§ **WHAT TO WORK ON**:
From the entries, copy each line that includes "overflow".

Saved entries
Segment Open
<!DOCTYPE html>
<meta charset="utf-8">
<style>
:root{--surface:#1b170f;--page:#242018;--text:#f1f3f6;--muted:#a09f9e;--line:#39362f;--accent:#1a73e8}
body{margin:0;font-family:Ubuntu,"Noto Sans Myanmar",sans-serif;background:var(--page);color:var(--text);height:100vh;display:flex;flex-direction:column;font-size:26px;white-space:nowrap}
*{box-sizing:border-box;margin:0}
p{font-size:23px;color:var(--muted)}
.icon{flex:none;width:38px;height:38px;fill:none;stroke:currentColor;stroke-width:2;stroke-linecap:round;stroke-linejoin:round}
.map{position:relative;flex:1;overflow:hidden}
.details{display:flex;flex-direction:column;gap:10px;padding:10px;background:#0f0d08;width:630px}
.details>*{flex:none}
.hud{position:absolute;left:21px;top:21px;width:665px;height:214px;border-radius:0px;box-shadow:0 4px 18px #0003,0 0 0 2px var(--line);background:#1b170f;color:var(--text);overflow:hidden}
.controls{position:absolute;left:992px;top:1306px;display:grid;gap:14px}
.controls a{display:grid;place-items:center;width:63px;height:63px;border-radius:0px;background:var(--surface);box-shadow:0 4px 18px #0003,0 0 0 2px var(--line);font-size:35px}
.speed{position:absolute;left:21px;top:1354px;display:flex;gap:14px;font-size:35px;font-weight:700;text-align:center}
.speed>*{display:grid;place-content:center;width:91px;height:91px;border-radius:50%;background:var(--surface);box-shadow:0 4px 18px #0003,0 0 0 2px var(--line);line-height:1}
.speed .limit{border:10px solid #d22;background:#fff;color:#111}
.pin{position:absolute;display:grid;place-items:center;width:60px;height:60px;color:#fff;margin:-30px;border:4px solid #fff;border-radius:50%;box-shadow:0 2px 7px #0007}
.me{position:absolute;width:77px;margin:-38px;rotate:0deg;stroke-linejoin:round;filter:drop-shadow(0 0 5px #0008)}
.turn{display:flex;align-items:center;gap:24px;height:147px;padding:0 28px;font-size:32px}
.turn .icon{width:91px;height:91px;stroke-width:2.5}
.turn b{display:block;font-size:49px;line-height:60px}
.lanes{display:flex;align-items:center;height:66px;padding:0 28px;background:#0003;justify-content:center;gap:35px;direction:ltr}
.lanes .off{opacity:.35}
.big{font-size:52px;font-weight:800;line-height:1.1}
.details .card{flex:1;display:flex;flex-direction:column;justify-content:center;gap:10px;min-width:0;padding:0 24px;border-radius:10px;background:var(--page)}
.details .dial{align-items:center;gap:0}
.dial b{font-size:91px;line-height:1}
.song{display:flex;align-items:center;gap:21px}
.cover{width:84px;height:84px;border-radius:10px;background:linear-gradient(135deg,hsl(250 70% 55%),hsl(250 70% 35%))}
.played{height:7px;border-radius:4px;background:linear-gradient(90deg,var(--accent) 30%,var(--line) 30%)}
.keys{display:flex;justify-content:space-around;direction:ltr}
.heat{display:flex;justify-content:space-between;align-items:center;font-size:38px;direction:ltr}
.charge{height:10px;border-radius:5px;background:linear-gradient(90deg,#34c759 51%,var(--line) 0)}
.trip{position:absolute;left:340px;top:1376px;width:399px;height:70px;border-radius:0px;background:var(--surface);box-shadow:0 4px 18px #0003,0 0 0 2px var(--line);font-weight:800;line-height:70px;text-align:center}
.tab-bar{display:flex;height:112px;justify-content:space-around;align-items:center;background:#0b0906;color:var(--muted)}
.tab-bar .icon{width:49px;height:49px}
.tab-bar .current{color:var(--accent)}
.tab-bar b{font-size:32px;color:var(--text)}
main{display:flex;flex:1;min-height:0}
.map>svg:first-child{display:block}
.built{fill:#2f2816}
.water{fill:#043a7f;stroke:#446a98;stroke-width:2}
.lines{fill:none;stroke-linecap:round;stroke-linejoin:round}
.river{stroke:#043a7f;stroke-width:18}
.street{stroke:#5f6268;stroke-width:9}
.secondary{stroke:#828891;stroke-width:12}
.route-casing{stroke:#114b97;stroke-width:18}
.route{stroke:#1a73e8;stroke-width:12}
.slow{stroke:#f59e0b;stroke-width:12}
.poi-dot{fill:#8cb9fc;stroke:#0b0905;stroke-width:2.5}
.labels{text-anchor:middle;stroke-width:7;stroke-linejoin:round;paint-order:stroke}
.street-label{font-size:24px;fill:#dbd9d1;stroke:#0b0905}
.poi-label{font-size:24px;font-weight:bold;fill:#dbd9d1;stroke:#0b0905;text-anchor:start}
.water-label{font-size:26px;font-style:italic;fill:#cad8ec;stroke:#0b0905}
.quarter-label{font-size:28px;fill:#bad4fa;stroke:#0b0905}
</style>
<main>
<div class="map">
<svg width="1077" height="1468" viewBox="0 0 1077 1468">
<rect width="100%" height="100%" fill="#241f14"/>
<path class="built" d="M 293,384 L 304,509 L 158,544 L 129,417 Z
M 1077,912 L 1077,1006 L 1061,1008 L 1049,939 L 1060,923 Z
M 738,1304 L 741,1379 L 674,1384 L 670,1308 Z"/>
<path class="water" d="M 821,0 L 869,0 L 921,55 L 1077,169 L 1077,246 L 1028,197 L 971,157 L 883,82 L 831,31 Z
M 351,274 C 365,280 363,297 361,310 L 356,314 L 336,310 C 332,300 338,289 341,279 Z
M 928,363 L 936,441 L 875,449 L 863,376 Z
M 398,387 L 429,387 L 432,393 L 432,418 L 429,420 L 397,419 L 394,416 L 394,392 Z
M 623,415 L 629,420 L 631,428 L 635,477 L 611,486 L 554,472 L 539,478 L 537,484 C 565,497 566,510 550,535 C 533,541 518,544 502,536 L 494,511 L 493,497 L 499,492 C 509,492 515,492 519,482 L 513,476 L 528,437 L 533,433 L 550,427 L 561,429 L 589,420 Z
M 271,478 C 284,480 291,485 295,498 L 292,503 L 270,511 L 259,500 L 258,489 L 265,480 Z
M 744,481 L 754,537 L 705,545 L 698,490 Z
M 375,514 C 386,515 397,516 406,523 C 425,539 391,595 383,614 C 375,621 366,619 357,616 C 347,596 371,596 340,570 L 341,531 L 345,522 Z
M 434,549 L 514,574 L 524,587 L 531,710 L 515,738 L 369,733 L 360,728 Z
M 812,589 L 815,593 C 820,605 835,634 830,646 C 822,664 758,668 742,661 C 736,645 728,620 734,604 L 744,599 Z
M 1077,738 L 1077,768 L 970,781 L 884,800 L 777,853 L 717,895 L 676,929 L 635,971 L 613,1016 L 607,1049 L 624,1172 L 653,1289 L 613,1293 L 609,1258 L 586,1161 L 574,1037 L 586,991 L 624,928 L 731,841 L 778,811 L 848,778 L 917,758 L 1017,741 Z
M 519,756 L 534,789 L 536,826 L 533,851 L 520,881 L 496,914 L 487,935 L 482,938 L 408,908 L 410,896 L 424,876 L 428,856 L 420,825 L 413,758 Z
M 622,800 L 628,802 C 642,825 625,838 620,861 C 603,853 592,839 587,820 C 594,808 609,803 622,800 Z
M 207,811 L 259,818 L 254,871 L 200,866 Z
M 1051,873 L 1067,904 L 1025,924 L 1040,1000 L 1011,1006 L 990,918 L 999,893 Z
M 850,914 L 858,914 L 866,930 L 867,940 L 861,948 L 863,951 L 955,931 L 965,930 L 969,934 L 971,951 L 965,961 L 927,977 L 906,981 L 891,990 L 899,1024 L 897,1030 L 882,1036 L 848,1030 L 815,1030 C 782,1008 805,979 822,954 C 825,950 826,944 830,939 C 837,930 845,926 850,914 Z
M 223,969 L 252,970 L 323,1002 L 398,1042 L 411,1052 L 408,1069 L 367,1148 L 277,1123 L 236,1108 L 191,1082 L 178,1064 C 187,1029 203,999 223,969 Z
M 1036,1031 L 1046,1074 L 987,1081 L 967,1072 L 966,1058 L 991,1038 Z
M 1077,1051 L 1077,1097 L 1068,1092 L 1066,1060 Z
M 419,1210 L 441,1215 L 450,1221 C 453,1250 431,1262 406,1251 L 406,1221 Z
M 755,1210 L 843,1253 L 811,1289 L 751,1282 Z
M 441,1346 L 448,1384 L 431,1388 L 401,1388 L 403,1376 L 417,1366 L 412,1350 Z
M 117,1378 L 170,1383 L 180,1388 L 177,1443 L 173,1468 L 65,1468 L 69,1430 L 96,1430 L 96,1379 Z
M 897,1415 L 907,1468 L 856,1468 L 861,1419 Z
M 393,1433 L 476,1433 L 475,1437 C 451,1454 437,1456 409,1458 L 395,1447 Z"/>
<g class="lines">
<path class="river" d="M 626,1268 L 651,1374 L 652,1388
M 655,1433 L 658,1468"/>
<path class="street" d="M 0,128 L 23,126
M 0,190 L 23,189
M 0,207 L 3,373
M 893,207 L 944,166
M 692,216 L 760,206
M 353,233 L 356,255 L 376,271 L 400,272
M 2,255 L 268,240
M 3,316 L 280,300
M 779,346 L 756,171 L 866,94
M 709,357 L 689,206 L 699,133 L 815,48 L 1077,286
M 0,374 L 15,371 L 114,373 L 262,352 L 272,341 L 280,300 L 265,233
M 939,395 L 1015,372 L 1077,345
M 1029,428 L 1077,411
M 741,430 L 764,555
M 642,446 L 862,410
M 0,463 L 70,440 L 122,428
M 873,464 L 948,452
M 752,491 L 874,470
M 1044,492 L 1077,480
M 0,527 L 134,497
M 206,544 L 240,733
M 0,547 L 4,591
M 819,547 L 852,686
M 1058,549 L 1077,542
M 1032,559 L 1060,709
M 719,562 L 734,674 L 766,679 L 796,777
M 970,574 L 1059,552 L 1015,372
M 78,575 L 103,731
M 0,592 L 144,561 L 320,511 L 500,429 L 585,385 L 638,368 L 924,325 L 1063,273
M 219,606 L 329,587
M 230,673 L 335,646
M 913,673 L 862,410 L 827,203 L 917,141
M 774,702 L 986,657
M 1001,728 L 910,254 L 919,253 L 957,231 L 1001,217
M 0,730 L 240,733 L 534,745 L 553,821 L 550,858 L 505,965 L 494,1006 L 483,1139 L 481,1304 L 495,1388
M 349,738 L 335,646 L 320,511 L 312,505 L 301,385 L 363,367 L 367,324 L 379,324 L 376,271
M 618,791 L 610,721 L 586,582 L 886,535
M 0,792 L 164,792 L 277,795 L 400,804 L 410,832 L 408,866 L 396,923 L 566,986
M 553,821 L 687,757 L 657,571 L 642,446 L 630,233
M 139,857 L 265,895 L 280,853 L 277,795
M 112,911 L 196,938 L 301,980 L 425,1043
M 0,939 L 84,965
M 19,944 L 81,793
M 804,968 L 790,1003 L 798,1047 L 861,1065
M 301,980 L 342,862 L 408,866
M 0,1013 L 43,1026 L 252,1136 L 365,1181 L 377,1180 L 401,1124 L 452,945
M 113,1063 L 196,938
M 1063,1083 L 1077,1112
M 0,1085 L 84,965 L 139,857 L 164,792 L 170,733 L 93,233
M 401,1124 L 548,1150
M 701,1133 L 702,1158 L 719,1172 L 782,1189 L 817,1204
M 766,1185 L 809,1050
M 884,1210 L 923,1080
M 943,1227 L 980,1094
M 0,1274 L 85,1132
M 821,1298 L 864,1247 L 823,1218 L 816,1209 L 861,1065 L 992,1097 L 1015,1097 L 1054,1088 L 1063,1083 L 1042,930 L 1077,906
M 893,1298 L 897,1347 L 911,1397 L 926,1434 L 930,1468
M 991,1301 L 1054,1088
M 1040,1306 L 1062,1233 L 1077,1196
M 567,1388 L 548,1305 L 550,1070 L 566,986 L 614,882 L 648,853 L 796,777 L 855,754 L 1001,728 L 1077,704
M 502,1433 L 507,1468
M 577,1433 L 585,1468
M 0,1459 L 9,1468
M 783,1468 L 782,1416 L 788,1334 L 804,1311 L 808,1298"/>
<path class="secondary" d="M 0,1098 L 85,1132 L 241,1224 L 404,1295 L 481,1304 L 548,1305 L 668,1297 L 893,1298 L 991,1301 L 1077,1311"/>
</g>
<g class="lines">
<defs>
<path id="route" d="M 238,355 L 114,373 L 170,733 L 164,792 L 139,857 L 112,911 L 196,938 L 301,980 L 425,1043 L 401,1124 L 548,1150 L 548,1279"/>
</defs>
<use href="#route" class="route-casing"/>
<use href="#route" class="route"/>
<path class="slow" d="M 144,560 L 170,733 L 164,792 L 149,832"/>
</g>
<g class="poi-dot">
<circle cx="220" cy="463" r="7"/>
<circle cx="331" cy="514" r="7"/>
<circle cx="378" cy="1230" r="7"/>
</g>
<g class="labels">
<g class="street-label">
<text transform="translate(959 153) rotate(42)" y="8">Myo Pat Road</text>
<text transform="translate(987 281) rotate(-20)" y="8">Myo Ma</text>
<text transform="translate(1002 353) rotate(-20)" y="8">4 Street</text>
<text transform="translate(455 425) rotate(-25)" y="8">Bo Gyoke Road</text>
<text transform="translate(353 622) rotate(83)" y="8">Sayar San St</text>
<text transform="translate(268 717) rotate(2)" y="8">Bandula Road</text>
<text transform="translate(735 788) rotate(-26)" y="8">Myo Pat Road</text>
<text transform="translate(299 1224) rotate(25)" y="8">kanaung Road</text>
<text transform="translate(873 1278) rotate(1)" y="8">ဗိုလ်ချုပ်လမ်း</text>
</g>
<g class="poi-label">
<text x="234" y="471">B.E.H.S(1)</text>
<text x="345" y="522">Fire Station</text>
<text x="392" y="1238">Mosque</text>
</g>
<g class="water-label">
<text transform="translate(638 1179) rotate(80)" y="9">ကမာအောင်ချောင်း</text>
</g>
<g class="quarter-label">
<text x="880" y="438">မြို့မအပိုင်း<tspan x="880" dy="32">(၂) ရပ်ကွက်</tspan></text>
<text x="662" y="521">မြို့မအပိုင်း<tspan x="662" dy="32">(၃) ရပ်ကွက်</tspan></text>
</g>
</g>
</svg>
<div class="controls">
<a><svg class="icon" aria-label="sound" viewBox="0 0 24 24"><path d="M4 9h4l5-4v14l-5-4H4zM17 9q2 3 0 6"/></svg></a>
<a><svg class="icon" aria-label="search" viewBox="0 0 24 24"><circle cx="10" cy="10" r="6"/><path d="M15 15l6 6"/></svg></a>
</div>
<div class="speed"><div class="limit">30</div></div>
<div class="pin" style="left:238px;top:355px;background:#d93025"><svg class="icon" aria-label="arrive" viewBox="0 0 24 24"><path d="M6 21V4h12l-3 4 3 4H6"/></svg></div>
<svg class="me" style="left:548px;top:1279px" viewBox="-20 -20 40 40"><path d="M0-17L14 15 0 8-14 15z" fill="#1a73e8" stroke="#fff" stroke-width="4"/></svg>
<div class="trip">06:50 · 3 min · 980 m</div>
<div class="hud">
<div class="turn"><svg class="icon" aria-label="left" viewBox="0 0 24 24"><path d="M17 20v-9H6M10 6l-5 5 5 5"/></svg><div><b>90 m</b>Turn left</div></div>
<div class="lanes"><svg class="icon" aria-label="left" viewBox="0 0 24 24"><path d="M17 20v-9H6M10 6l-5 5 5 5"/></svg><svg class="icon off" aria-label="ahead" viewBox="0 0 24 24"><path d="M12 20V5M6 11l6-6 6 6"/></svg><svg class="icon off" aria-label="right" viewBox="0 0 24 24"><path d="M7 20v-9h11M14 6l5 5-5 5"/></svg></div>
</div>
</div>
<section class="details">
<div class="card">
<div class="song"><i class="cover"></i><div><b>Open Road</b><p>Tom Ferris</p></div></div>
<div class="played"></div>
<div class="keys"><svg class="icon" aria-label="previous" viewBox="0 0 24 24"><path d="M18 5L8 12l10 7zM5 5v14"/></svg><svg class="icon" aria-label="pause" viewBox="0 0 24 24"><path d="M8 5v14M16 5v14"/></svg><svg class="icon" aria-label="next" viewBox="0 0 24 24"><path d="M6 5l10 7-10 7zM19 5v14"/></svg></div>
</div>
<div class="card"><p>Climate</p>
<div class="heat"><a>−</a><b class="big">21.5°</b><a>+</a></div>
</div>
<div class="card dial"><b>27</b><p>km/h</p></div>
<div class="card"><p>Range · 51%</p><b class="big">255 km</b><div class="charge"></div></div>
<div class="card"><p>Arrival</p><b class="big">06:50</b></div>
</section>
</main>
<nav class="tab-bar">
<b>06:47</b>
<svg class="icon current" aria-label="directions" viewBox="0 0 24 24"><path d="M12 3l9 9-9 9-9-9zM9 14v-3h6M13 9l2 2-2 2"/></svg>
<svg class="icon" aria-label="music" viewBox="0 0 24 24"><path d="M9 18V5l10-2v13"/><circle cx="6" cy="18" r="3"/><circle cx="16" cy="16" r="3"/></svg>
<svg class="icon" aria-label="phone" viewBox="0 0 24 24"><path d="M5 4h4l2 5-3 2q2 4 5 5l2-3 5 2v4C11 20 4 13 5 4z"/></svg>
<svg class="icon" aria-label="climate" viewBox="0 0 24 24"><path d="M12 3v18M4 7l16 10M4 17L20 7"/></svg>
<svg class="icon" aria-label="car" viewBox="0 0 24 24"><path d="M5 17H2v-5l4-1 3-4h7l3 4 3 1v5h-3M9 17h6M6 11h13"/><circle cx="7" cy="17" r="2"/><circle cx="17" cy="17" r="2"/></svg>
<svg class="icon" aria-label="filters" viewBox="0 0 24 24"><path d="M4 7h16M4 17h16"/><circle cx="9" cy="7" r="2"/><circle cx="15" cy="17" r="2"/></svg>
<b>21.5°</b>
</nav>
Segment Closed
§ **EXPECTED ANSWER**:
.map{position:relative;flex:1;overflow:hidden}
.hud{position:absolute;left:21px;top:21px;width:665px;height:214px;border-radius:0px;box-shadow:0 4px 18px #0003,0 0 0 2px var(--line);background:#1b170f;color:var(--text);overflow:hidden}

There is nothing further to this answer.